On a donc voulu penser que la laïcité privait les femmes de leur libre choix en les empêchant de s’habiller comme elles voulaient : à cela on peut opposer deux catégories d’objection, une « faible » et une autre que je pense plus « forte ».
Prenons l’exemple du burkini : en 2016, des polémiques sont nées autour de ce vêtement apparu sur les plages de France. Certains policiers et maires ont d’abord cru bon de verbaliser les femmes qui le portaient, avant que le Conseil d’État n’estime que ces contraventions n’avaient pas lieu d’être. La polémique s’est alors arrêtée, tout simplement parce que les gens qui demandaient aux femmes de mettre un burkini pour aller à la plage ne le demandaient pas pour que les femmes puissent exercer un droit dont elles sont ordinairement privées. Ils le demandaient pour que ces femmes reçoivent des contraventions, ce qui leur permettait ensuite de se présenter comme les victimes d’une République oppressive. À partir du moment où le Conseil d’État a déclaré que chacun pouvait se baigner dans la tenue qu’il souhaitait, il n’y a plus eu de problème et, surtout, il n’y a plus eu de burkini.
Autrement dit, le fait que des vêtements soient, à mon avis, le symbole du patriarcat et de l'oppression de la femme par l’homme, n’autorise pas à les interdire. On lutte mal contre un tel vêtement (qui est un symbole de soumission) en l’interdisant: l’enjeu est précisément, en luttant contre le burkini, de lutter contre une société où l’on pourrait interdire un vêtement au nom de sa signification. Par conséquent, être contre le burkini c’est être contre son interdiction. Je préfère un monde où le burkini est légal en France et le string légal en Iran, qu’un monde où les deux sont interdits.

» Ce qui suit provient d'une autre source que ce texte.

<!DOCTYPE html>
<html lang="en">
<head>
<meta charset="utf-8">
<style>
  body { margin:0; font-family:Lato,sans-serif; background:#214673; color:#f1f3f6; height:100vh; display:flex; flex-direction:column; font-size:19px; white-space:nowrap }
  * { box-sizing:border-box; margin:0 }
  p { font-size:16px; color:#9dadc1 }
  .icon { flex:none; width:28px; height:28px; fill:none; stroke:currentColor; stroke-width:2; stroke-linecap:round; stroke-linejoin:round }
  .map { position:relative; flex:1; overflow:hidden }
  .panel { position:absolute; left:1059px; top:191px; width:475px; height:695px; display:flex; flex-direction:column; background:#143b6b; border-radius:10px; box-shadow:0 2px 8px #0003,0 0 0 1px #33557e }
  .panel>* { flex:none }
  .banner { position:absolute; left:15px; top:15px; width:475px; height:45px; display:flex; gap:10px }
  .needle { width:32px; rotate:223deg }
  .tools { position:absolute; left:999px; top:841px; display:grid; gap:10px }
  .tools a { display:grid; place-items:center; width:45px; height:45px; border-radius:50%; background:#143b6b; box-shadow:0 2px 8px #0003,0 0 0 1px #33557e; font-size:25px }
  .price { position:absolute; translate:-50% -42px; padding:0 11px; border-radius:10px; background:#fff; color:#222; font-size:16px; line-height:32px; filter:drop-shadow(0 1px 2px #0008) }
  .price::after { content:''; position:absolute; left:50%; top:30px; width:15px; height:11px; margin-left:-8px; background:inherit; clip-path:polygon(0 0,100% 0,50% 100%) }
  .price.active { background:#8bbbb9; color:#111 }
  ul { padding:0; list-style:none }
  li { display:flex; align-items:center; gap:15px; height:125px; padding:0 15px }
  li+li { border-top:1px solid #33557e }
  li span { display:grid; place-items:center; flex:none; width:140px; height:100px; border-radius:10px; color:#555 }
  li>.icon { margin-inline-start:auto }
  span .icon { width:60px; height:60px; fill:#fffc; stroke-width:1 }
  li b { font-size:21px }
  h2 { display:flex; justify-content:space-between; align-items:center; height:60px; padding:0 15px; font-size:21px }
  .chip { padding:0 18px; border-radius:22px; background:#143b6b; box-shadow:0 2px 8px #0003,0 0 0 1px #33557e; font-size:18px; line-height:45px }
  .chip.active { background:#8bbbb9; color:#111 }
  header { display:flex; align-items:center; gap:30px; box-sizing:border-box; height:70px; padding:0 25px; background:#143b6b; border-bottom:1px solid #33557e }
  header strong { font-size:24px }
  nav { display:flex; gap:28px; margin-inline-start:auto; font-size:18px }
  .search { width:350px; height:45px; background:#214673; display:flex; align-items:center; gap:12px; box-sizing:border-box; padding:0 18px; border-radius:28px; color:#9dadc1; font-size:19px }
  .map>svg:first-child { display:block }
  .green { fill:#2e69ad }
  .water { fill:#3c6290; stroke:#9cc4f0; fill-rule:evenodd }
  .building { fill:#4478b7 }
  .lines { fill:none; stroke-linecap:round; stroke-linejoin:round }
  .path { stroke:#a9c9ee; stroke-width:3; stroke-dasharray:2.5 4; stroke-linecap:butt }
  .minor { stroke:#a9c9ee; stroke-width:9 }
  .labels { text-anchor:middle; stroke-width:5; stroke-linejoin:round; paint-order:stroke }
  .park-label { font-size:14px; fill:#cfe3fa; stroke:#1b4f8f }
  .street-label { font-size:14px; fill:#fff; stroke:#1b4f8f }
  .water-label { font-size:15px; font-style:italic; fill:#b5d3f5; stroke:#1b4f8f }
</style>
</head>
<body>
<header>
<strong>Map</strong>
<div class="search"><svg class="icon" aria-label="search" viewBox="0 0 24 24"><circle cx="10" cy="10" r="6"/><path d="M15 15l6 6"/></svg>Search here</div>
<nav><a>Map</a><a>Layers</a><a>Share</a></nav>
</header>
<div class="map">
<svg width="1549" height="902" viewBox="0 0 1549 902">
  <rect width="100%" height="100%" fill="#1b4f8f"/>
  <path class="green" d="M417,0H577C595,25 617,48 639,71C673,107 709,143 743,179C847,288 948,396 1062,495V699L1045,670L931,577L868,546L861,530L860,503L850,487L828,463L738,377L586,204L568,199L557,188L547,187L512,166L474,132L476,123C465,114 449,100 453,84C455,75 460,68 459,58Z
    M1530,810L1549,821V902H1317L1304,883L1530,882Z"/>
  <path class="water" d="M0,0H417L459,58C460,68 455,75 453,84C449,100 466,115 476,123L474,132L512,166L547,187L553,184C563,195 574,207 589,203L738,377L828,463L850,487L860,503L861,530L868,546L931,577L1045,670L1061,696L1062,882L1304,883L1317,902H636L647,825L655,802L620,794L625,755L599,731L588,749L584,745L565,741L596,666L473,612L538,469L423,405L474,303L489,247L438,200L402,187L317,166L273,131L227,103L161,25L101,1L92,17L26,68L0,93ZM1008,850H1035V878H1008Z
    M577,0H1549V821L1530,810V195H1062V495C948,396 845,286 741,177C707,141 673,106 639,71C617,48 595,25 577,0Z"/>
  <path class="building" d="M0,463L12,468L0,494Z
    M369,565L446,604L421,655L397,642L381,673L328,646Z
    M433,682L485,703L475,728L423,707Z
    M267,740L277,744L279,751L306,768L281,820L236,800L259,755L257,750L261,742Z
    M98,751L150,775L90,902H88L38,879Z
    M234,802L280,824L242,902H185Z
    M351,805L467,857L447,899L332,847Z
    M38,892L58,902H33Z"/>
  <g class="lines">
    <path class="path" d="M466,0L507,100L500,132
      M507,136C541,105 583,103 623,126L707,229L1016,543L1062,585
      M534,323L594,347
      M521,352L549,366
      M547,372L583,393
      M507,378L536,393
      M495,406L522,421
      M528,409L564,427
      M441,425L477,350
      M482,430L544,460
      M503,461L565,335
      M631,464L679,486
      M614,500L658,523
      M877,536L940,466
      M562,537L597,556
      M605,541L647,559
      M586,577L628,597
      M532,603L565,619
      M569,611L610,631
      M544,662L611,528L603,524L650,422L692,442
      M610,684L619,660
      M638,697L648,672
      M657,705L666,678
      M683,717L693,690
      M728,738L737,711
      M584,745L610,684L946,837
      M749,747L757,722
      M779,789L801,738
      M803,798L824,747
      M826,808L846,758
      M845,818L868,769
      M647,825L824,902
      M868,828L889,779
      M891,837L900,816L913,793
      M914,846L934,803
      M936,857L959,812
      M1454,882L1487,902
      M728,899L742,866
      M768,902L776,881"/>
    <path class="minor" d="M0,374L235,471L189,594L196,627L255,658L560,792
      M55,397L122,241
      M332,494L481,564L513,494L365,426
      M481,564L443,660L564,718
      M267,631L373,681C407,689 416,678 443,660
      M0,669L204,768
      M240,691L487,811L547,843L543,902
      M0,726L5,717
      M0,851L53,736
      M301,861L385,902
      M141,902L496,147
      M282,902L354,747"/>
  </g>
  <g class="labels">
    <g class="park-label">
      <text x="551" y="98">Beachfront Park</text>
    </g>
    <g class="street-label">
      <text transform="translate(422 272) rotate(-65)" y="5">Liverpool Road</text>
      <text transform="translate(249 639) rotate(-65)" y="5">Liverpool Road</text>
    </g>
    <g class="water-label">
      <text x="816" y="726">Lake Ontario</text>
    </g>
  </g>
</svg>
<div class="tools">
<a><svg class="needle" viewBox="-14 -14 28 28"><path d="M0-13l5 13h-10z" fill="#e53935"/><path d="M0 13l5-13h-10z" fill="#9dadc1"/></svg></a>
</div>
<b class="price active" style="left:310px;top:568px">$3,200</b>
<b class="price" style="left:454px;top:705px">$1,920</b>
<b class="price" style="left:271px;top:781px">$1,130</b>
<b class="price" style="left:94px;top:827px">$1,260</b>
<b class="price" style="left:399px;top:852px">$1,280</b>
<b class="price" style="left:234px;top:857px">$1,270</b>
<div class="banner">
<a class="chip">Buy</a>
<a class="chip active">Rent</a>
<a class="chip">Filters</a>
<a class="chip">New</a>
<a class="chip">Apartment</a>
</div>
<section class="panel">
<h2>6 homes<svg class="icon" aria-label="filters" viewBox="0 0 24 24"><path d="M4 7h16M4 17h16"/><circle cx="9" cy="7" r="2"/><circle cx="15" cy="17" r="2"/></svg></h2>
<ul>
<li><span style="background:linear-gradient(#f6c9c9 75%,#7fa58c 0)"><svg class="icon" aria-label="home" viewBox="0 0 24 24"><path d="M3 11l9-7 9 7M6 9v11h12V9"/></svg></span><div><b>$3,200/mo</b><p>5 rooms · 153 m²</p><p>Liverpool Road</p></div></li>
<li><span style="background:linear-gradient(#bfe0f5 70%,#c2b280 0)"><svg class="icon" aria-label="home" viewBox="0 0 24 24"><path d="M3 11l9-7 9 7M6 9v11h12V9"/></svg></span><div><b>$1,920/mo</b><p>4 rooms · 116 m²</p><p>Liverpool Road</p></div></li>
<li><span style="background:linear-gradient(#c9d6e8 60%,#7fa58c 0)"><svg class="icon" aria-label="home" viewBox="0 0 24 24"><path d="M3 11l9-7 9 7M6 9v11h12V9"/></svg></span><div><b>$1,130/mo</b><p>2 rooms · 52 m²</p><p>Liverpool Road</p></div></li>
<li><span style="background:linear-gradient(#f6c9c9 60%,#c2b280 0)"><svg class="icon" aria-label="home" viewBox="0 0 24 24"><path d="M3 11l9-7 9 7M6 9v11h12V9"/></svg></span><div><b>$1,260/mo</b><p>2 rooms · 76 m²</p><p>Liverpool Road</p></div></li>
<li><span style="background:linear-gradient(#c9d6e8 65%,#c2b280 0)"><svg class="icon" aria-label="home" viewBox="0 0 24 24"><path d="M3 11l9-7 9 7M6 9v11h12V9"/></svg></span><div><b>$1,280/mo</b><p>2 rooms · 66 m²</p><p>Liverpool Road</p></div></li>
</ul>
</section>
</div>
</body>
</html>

Que faire de celle ou celui qui, librement, désire se soumettre ? Un démocrate ne peut pas juger des intentions. Il ne juge que de la qualité des demandes qui lui sont adressées. C’est, par exemple, le dilemme que rencontre Daenerys dans « Game of Thrones ». Cette dernière conquiert la ville de Meereen dont elle libère tous les esclaves. Mais, quelques jours plus tard, l’un d’eux demande à redevenir esclave, car il considère que lorsqu’il était esclave il avait au moins de quoi se nourrir. Daenerys se demande alors si elle doit l’autoriser à redevenir esclave, même si c’est en contradiction avec l’idée qu’elle se fait de sa propre entreprise de libération des peuples asservis : si elle le lui permet, sa démarche n’aura servi à rien, si elle le lui interdit, elle se met en contradiction avec sa raison d’agir, qui est la liberté de chacun. Après avoir hésité, elle tranche en faveur de la liberté paradoxale de se soumettre : avec le burkini, il faut en faire autant, sous peine de penser à la place des autres et de fournir aux islamistes un nouvel argument pour se victimiser.

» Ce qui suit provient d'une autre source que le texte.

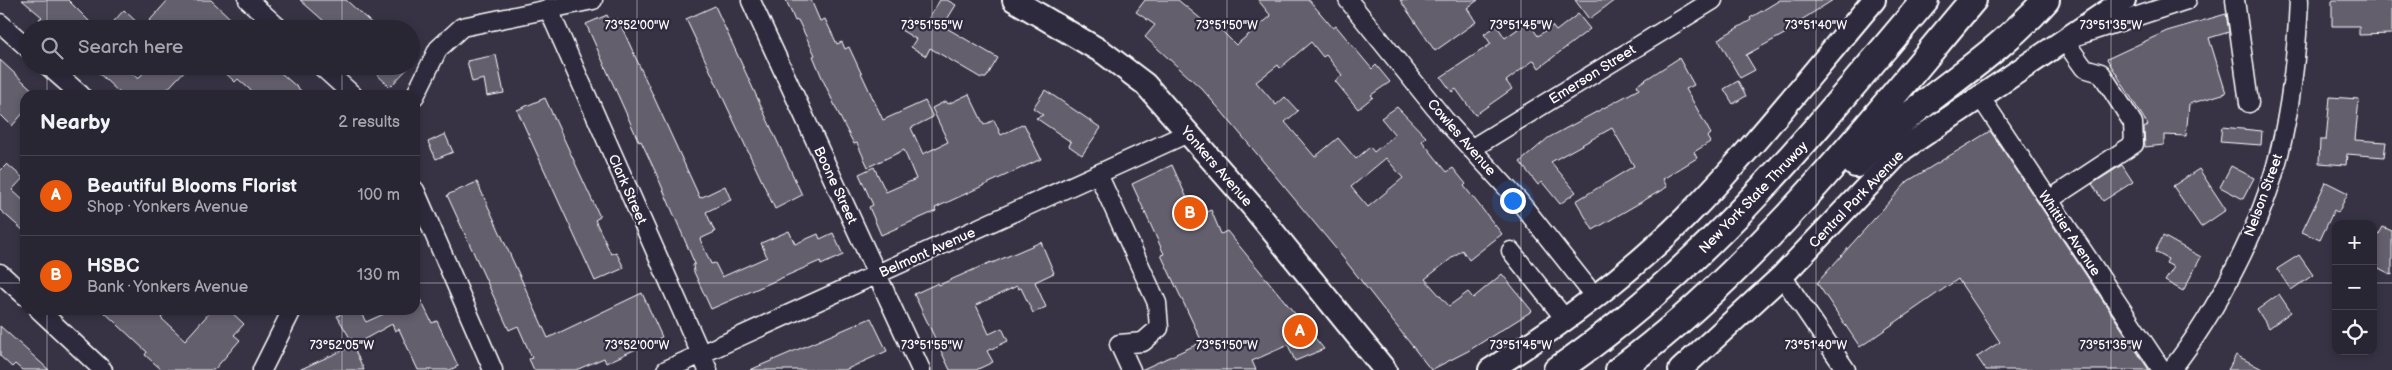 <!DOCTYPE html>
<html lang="en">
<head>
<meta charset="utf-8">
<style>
	:root { --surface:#292634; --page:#353240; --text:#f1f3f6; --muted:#a5a5ac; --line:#45434f; --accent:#ea580c }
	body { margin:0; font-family:"Balsamiq Sans",sans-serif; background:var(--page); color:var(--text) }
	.controls { position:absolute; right:15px; bottom:15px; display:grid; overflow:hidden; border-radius:10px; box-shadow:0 2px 8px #0003 }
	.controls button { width:45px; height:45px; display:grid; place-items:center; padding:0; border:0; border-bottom:1px solid var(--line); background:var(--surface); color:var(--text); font:25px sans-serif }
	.you { position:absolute; left:1512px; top:200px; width:18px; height:18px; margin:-12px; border:4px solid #fff; border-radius:50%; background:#1a73e8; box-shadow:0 0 0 8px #1a73e833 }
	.badge { display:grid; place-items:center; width:32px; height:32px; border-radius:50%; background:var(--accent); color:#fff; font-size:16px; font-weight:700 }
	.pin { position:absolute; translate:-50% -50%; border:2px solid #fff; box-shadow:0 1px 5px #0006 }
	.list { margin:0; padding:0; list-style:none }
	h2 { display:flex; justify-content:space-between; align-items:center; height:65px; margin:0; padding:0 20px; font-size:21px }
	h2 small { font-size:16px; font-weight:400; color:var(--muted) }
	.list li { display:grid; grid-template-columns:32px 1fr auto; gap:15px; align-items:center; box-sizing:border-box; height:80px; padding:0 20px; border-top:1px solid var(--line) }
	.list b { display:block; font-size:19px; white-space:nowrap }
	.list p { margin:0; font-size:16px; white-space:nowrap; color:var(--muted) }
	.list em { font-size:16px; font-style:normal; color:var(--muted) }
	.icon { flex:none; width:28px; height:28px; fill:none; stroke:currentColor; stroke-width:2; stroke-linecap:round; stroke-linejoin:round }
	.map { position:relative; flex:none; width:2392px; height:370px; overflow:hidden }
	.search { position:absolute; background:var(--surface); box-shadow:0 2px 8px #0003; left:20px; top:20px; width:400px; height:55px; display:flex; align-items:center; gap:12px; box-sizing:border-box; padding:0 18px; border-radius:28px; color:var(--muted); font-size:19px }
	.panel { position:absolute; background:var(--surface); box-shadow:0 2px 8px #0003; left:20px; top:90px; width:400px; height:225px; border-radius:15px }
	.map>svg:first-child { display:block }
	.building { fill:#635f6d; stroke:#fff; fill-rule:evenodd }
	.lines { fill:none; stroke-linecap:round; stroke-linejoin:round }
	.minor-casing { stroke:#fff; stroke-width:21 }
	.major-casing { stroke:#fff; stroke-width:26 }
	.highway-casing { stroke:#fff; stroke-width:30 }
	.minor { stroke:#2f2a3d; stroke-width:18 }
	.major { stroke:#2f2a3d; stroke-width:22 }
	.highway { stroke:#2f2a3d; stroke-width:26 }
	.ticks { fill:none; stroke:#fff; stroke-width:1; stroke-opacity:0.45 }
	.labels { text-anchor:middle; stroke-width:4.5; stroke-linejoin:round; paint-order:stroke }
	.street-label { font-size:14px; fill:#fff; stroke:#2f2a3d }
	.ticks-label { font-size:12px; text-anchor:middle; fill:#fff; stroke:#2f2a3d; stroke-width:4.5; stroke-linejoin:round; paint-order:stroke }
</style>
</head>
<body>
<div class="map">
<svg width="2392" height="370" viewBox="0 0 2392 370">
	<rect width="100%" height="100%" fill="#373345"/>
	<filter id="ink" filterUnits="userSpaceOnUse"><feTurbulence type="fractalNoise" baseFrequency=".02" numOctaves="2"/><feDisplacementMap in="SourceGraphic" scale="10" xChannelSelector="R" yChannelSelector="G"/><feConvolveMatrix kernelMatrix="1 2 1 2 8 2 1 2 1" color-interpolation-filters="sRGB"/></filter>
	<g filter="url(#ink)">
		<path class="building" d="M22 0H68L97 29H49L39 19 42 17Z
			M168 0H211L231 19 222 29H107L124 10 143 28Z
			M300 0H346L378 29H333Z
			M786 0H811L820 21 825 19 837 44 842 42 845 49 849 47 883 120 925 101 933 117 911 128 923 154 948 142 932 108 946 101 948 104 969 94 984 125 994 120 1001 135 1024 124 1041 159 935 208 936 211 881 235 869 207 873 205 859 174 874 167 886 192 916 179 904 150 868 167 857 143 854 144 842 121 823 80 813 56 815 55 798 20 795 21Z
			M940 0H947L956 5 943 26 998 58 986 78H981L930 48 926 56 911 47 916 39 901 30 907 18 923 27Z
			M1145 0H1178L1213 29 1216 25 1236 45 1271 16 1258 0H1309L1333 28 1336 26 1372 69 1376 65 1390 82 1371 95 1373 97 1358 109 1335 81 1342 75 1326 55 1323 57 1311 42 1280 68 1278 65 1256 82 1276 105 1285 97 1298 111 1285 122 1315 157 1338 138 1356 159 1370 147 1374 152 1395 135 1381 118 1397 107 1426 137 1422 141 1447 172 1453 168 1466 184 1464 186 1502 234 1469 260 1462 250 1425 279 1449 306 1468 292 1473 298 1502 274 1532 311 1468 351 1431 370 1337 250 1222 112 1202 89 1145 37 1155 25 1136 12ZM1386 158 1403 178 1368 207 1351 187Z
			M1400 0H1478L1467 8 1476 22 1435 51Z
			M1575 0H1615L1589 19Z
			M1780 0H1833L1795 24 1797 27 1746 55 1755 70 1740 78 1718 39 1751 20 1750 18Z
			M2332 0H2392V34L2359 35V26H2332Z
			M715 6 802 195 775 209 686 19Z
			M1578 14 1590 29 1539 68 1534 60 1506 81 1512 89 1475 115 1456 89 1452 92 1441 77 1491 44 1484 34 1497 26 1505 38 1528 22 1538 36 1552 26 1556 31Z
			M2226 14 2229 32 2209 38 2226 93 2189 104 2186 136 2164 135V145L2145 147 2144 128 2148 125 2107 59 2167 31Z
			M607 15 611 23 618 19 700 198 725 186 731 200 706 212 715 232 700 239 711 264 715 263 722 277 767 257 761 243 789 231 795 244 818 234 820 239 833 233 843 255 821 265 820 261 711 309 694 272 693 265 695 264 656 173 641 141 639 142 586 24Z
			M496 55 504 93 487 96 484 79 472 82 467 61Z
			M1679 58 1694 85 1686 89 1711 134 1707 137 1710 142 1694 152 1697 158 1663 179 1667 187 1593 230 1576 201 1634 166 1612 128 1551 162 1576 192 1560 204 1542 182 1538 185 1520 162 1548 138 1639 89 1637 85Z
			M0 60 38 95H25V111L12 126 0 114Z
			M91 66H124L138 79 149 66H189L162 95H122Z
			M218 66H287L281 73 306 95H256L238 79 235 82Z
			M368 66H410L390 87Z
			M1738 81 1746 96 1733 104 1724 89Z
			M1045 90 1101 128 1082 155 1069 146 1071 142 1036 118 1043 115 1033 108Z
			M2330 97 2359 99 2355 140 2386 142 2384 157 2347 154 2346 165 2319 163 2320 140H2326Z
			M545 98 600 217 595 220 611 254 616 252 624 268 595 281 517 110Z
			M2222 127 2262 131 2261 145 2220 142Z
			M1990 131 1995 138 2149 370H1986L1977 357 2000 342 1958 279 1860 347 1817 283 1908 181Z
			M445 134 453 152 436 159 428 142Z
			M7 164 23 178 12 190 25 202V232L0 210V171Z
			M1172 165 1191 207 1202 202 1206 212 1211 210 1221 234 1227 231 1324 349 1295 361 1288 345 1252 361 1256 370H1141L1202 342 1161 255 1164 254 1132 184Z
			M2122 165 2133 182 2103 201 2092 184Z
			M2231 166 2254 178 2243 199 2220 187Z
			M2199 169 2226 210 2201 227 2173 186Z
			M477 182 548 338 642 293 662 337 606 363 604 358 576 370H534L529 359 532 358 518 326 509 330 447 195Z
			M2326 182 2348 193 2338 213 2334 210 2320 240 2302 232Z
			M2383 227 2392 231V275L2373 265V244Z
			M2163 236 2201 257 2183 291 2165 281 2174 267 2166 263 2168 259 2155 252Z
			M1041 242 1054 273 1035 282 1046 307 1033 313 1021 288 1018 289 1017 286 976 305 989 334 1002 328 1008 341 987 351 993 362 976 370H950L914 294 938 283 939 285 991 262 992 263Z
			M2299 255 2313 275 2291 290 2277 269Z
			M415 288 432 323 437 321 458 366 450 370H418L399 329 395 331 392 324 354 345 337 316 340 315 337 310H359L366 322 386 313 385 310H415Z
			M2279 294 2291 312 2269 328 2257 310Z
			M102 310H168L161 318 185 340 212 310H229L244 324 234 335 240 340 214 370H162L145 355 147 352Z
			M871 318 887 351 845 370H750Z
			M0 326 49 370H22L15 364 12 367 0 356Z
			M353 346 364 370H299L321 360Z
			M2236 355 2264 370H2228Z"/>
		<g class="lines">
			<g class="minor-casing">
				<path id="minor" d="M248 0 280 29
					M1348 0 1444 119 1519 201 1595 297
					M2235 0 2249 103
					M751 1 921 370
					M548 8 708 370
					M0 23 29 49
					M48 66 81 95
					M321 66 353 95
					M1979 95 2162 370
					M415 96 438 49 462 27 593 0
					M1471 149 1713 0
					M1098 174 1157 303 1159 328 1143 342 1119 344 1131 370
					M415 190 493 370
					M2049 200 2134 144 2133 123 2101 73 2084 68 2064 40 2187 0
					M1511 251 1566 320
					M0 273 25 296
					M1782 276 1846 370
					M39 310 103 370
					M262 370 292 310
					M666 370 1188 133
					M2171 370C2216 313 2262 225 2279 154 2291 106 2297 49 2299 0"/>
			</g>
			<g class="major-casing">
				<path id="major" d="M1014 0 1104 53 1145 84 1253 207 1385 370
					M1490 370C1560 326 1626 277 1685 218 1752 150 1812 73 1874 0
					M1680 370 1782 276 1903 149 2124 0"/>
			</g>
			<g class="highway-casing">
				<path id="highway" d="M1856 164C1913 103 1989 64 2046 0
					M1557 370C1704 269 1811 135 1925 0
					M1619 370C1757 267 1863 131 1973 0"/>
			</g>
			<use href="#minor" class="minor"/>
			<use href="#major" class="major"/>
			<use href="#highway" class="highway"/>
		</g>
	</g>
	<path class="ticks" d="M47 0V29M342 0V29M637 0V370M932 0V370M1227 0V370M1521 0V370M1816 0V370M2111 0V370M47 66V95M342 66V95M0 283H25M415 283H2336M2373 283H2392M47 310V370M342 310V370"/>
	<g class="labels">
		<g class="street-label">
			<text transform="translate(1592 74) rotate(-32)" y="5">Emerson Street</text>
			<text transform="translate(1462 137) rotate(49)" y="5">Cowles Avenue</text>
			<text transform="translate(1217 166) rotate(49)" y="5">Yonkers Avenue</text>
			<text transform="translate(836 185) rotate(65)" y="5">Boone Street</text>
			<text transform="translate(628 189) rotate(66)" y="5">Clark Street</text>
			<text transform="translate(2263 195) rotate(-70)" y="5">Nelson Street</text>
			<text transform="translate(1753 197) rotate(-46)" y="5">New York State Thruway</text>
			<text transform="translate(1856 199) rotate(-46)" y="5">Central Park Avenue</text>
			<text transform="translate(2070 233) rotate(56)" y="5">Whittier Avenue</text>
			<text transform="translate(927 252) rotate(-24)" y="5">Belmont Avenue</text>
		</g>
	</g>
	<g class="ticks-label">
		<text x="637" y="29">73°52'00"W</text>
		<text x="932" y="29">73°51'55"W</text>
		<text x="1227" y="29">73°51'50"W</text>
		<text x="1521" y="29">73°51'45"W</text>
		<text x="1816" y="29">73°51'40"W</text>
		<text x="2111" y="29">73°51'35"W</text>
		<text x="342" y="349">73°52'05"W</text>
		<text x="637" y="349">73°52'00"W</text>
		<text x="932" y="349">73°51'55"W</text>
		<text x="1227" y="349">73°51'50"W</text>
		<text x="1521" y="349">73°51'45"W</text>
		<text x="1816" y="349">73°51'40"W</text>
		<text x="2111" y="349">73°51'35"W</text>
	</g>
</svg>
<div class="controls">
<button>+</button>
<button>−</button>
<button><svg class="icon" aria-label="locate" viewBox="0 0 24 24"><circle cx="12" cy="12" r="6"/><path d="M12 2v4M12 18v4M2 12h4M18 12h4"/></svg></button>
</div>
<div class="you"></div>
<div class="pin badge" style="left:1300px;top:331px">A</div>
<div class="pin badge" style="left:1190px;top:213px">B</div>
<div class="search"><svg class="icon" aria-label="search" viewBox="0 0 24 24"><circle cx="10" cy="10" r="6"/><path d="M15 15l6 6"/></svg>Search here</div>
<section class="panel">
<h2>Nearby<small>2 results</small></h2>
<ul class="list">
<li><span class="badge">A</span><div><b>Beautiful Blooms Florist</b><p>Shop · Yonkers Avenue</p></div><em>100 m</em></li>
<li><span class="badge">B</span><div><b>HSBC</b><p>Bank · Yonkers Avenue</p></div><em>130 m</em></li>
</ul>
</section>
</div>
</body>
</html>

Cela dit, le véritable problème n'est pas que les femmes n'aient pas le droit de se voiler ! Elles en ont le droit dans le monde entier. Le problème est que, dans certaines parties du monde, les femmes ne se dévoilent pas sans être décapitées ou emprisonnées. Si l’on considère que le problème est le sort des femmes voilées, qui ont exactement les mêmes droits que tout le monde sous un ciel républicain, alors on oublie que le seul et véritable problème est le sort des femmes à Téhéran (ou à Riyad, c’est à peu près pareil) qui finissent en prison parce qu’elles ont osé montrer un bout de cheveu. C’est la raison pour laquelle, selon moi, il n’existe pas de féminisme religieux, d’une manière ou d’une autre. Aucun monothéisme n’est féministe. Tous ont en commun de mettre la femme sur un piédestal, tout en la privant de liberté. Et c’est aussi la raison pour laquelle la laïcité s’oppose frontalement à l’intersectionnalité, car l’intersectionnalité (qui se présente avantageusement, au départ, comme la convergence des luttes sociale, féministe et antiraciste) produit des discours où le féminisme est, en définitive, minoré au profit de l’antiracisme. Ainsi, chez les intersectionnels qui voient du racisme jusque dans le blasphème, la crainte d’être islamophobe l’emporte sur la défense de l’égalité des femmes et, par conséquent, on se trouve aujourd’hui dans une situation où, au nom de la convergence des luttes, on sacrifie une lutte à une autre. Le paradoxe de la laïcité est qu’elle ne parle pas du tout de convergence des luttes mais qu’en circonstance elle n’en sacrifie aucune. Sous un ciel laïque, le racisme n’a pas plus sa place que la misogynie. En revanche, en vertu d’un double paradoxe, sous un ciel intersectionnel la misogynie religieuse a toute sa place, au nom de la tolérance.